Indeed, it came as a surprise to many that OneWeb — with global backers and a US factory — was already a British company. It is based in an office about 400m north of the former BBC Television Centre in west London.

Its future secured, OneWeb resumed launches in December 2020 and the next is due in late February, taking it to the point at which it can run commercial services. He shrugs at the challenge of raising the money that’s still needed. “In the last 20 months I have raised $12 billion. I don’t see that for this project I will fail to raise the money that is required,” he says.

 

Low in the sky

OneWeb is a low Earth orbit (LEO) company, with its satellites orbiting at 1,200km above the Earth. That’s a tiny fraction of the height of geosynchronous satellites — those used by DirecTV or Sky, for example — which are 35,786km above the equator. They appear fixed, but the disadvantage is that the 71,000km round-trip brings delays thanks to the speed of light.
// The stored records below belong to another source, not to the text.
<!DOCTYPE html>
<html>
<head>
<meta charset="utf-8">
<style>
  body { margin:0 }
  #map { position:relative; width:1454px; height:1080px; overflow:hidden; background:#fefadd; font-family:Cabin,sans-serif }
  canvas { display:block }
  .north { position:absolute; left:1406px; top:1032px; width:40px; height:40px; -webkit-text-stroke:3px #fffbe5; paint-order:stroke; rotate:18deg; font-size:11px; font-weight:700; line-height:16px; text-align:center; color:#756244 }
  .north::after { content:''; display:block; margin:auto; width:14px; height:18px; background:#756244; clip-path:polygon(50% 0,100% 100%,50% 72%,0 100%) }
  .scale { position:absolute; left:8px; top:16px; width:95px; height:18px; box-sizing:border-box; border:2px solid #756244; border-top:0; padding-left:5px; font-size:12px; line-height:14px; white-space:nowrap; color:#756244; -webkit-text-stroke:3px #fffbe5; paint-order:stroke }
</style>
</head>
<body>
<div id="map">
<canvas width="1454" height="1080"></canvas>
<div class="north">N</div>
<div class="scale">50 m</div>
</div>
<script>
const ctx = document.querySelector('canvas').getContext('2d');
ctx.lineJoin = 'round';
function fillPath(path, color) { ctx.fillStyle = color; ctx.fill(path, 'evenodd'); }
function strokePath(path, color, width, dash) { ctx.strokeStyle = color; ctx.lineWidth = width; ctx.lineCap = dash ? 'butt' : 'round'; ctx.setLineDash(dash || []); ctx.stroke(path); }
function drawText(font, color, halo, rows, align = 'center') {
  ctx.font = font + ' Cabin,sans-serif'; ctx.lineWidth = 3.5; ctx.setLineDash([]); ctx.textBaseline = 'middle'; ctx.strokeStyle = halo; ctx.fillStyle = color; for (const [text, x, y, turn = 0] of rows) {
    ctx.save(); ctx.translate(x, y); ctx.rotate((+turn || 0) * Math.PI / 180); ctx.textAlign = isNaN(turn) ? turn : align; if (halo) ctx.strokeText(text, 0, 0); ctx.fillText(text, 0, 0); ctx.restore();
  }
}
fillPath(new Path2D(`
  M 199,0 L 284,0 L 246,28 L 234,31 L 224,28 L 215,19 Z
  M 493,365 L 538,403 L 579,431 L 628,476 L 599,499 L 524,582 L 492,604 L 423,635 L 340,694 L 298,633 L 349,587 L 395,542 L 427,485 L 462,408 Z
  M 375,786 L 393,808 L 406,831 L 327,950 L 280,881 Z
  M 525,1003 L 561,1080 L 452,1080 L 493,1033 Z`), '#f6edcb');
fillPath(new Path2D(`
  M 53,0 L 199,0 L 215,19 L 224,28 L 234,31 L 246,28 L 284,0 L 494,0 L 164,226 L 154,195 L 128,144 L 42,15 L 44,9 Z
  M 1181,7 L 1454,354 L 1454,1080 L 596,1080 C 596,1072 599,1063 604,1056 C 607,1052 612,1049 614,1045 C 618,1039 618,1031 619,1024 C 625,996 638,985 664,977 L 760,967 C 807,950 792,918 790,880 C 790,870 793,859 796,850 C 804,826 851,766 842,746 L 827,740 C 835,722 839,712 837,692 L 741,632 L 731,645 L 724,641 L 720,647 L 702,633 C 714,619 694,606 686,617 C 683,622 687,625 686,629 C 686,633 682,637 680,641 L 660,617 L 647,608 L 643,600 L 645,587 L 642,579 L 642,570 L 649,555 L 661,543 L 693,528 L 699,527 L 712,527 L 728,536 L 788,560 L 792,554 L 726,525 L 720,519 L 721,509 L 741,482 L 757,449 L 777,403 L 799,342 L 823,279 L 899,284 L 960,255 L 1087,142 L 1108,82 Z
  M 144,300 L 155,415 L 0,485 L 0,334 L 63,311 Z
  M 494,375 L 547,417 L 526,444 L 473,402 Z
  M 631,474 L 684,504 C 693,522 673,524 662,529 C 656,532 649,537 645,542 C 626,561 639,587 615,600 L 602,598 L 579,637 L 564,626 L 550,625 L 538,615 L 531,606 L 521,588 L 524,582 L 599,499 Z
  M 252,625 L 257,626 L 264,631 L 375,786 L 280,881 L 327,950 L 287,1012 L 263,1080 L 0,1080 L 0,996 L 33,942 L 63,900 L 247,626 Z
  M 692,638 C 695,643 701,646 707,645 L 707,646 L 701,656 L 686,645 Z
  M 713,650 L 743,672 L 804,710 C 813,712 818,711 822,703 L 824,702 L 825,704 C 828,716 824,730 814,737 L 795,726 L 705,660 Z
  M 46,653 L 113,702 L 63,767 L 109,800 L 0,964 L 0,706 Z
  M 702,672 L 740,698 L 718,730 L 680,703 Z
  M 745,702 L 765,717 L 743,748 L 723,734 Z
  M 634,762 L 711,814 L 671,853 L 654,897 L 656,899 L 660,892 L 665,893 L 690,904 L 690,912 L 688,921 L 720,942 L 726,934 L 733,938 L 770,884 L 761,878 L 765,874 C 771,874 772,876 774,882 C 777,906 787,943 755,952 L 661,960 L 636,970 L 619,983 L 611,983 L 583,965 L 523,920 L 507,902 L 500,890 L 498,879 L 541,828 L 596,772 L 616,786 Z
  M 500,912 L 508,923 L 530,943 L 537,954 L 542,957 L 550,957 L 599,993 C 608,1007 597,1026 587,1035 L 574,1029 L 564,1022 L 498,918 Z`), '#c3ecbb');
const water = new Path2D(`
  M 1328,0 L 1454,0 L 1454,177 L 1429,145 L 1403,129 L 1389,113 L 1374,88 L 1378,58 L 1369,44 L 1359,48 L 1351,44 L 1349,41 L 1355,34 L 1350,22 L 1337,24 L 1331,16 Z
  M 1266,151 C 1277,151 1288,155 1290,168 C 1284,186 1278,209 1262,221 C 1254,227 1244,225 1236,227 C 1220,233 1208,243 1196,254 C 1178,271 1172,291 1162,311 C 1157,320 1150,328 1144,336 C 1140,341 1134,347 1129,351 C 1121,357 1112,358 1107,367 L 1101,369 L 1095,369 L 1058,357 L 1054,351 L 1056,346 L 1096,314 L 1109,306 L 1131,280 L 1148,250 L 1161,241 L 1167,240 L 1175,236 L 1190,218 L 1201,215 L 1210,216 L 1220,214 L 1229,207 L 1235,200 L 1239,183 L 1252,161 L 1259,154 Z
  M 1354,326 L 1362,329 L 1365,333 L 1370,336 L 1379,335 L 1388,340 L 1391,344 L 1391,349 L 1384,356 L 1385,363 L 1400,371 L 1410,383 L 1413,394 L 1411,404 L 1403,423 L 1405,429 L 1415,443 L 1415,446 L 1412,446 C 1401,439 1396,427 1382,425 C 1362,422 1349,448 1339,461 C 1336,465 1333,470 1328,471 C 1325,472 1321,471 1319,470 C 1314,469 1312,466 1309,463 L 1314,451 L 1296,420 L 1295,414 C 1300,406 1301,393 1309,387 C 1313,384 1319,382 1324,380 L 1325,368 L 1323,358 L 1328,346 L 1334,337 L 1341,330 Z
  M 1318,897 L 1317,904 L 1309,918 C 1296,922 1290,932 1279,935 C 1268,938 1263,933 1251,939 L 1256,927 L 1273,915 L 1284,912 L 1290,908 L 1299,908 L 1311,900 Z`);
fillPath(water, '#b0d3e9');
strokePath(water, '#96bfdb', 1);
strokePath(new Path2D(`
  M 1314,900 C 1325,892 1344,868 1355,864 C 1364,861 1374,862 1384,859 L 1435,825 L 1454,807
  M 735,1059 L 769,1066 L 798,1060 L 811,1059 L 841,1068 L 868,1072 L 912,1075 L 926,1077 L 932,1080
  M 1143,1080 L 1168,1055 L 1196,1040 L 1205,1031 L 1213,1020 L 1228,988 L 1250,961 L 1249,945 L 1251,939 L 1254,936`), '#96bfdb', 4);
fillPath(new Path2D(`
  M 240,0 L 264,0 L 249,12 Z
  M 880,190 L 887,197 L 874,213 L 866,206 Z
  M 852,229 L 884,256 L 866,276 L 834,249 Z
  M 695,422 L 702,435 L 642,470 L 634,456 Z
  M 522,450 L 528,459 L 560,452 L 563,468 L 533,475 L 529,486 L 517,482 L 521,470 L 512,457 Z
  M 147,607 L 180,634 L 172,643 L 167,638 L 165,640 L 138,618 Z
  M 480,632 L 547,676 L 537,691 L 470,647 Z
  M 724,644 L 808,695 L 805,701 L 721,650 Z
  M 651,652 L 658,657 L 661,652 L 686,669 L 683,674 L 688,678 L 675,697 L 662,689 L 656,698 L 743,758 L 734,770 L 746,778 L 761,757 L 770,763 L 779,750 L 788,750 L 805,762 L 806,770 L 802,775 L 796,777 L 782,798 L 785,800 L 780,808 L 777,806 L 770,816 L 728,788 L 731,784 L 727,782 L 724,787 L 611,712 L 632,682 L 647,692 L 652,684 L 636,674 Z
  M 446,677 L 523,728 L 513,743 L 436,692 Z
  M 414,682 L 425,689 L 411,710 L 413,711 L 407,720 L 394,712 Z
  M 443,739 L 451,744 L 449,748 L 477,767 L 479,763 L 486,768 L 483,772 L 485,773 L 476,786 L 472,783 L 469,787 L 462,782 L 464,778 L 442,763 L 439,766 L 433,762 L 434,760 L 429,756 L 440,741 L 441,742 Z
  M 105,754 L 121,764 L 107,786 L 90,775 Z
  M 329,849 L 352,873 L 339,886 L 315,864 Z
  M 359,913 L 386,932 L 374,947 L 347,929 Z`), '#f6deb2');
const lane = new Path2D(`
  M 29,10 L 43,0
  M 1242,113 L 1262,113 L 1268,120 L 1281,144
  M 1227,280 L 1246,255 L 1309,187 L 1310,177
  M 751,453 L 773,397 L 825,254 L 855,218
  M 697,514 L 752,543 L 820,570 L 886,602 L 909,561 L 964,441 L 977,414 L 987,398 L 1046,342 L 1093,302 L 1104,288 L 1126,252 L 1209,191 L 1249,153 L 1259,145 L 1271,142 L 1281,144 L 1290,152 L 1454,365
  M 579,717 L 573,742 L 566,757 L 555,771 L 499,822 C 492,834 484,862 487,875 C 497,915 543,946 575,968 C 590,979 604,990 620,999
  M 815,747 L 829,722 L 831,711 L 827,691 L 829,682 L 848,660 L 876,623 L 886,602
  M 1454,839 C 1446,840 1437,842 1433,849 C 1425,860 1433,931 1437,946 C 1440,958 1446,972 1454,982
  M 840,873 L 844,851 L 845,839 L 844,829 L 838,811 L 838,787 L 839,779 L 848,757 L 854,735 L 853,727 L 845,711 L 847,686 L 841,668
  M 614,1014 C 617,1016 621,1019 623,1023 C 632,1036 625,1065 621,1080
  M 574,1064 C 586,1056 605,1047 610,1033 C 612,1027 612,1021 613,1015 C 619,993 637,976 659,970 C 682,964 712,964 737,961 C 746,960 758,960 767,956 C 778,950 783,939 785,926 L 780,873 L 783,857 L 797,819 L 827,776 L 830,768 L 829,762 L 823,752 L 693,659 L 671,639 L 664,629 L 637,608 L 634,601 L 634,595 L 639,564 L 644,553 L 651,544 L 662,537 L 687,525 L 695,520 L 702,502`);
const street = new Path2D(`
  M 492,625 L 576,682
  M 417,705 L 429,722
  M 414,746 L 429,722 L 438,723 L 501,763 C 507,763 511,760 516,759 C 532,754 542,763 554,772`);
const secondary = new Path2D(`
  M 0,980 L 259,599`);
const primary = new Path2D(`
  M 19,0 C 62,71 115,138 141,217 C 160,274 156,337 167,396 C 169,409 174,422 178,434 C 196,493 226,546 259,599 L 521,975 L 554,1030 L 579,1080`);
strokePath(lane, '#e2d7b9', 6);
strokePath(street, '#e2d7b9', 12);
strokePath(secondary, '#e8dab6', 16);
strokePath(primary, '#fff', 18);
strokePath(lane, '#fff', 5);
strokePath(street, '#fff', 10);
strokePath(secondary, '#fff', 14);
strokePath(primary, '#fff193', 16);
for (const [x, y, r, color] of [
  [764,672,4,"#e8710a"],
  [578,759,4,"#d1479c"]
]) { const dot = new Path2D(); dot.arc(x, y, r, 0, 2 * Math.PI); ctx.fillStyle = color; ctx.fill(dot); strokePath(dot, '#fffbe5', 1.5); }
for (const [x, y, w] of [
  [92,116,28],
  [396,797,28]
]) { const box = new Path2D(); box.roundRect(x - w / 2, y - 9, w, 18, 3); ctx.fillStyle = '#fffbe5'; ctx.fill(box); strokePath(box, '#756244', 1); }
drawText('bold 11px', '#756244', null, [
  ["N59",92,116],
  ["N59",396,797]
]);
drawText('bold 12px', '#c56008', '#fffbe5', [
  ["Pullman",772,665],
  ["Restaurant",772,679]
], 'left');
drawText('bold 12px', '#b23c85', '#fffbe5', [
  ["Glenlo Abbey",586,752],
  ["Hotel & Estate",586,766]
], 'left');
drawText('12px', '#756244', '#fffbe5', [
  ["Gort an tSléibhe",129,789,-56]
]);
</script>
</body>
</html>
Orbiting so low, OneWeb’s satellites will have a low latency, says Mittal. And the first generation of satellites will have a total capacity of 4Tbps, he adds.

The company will be able to help operators meet their rural coverage obligations, Mittal says, noting that he is already talking to BT and Vodafone in the UK. Both BT and Vodafone initially expressed surprise when I checked with them.

“Three or four” companies are developing receivers, said Mittal. “Let’s say before Christmas this year the UK will have them in their homes.” He wouldn’t give prices for terminals or services, but confirmed that they will vary around the world so that they’re competitive.

So, by the middle of 2022, OneWeb will have a global operation, he promises. The attraction in Africa as well as India is cellular backhaul. “I pay over $50 million a year [for backhauling Airtel Africa’s masts] and don’t get the quality of service that I need.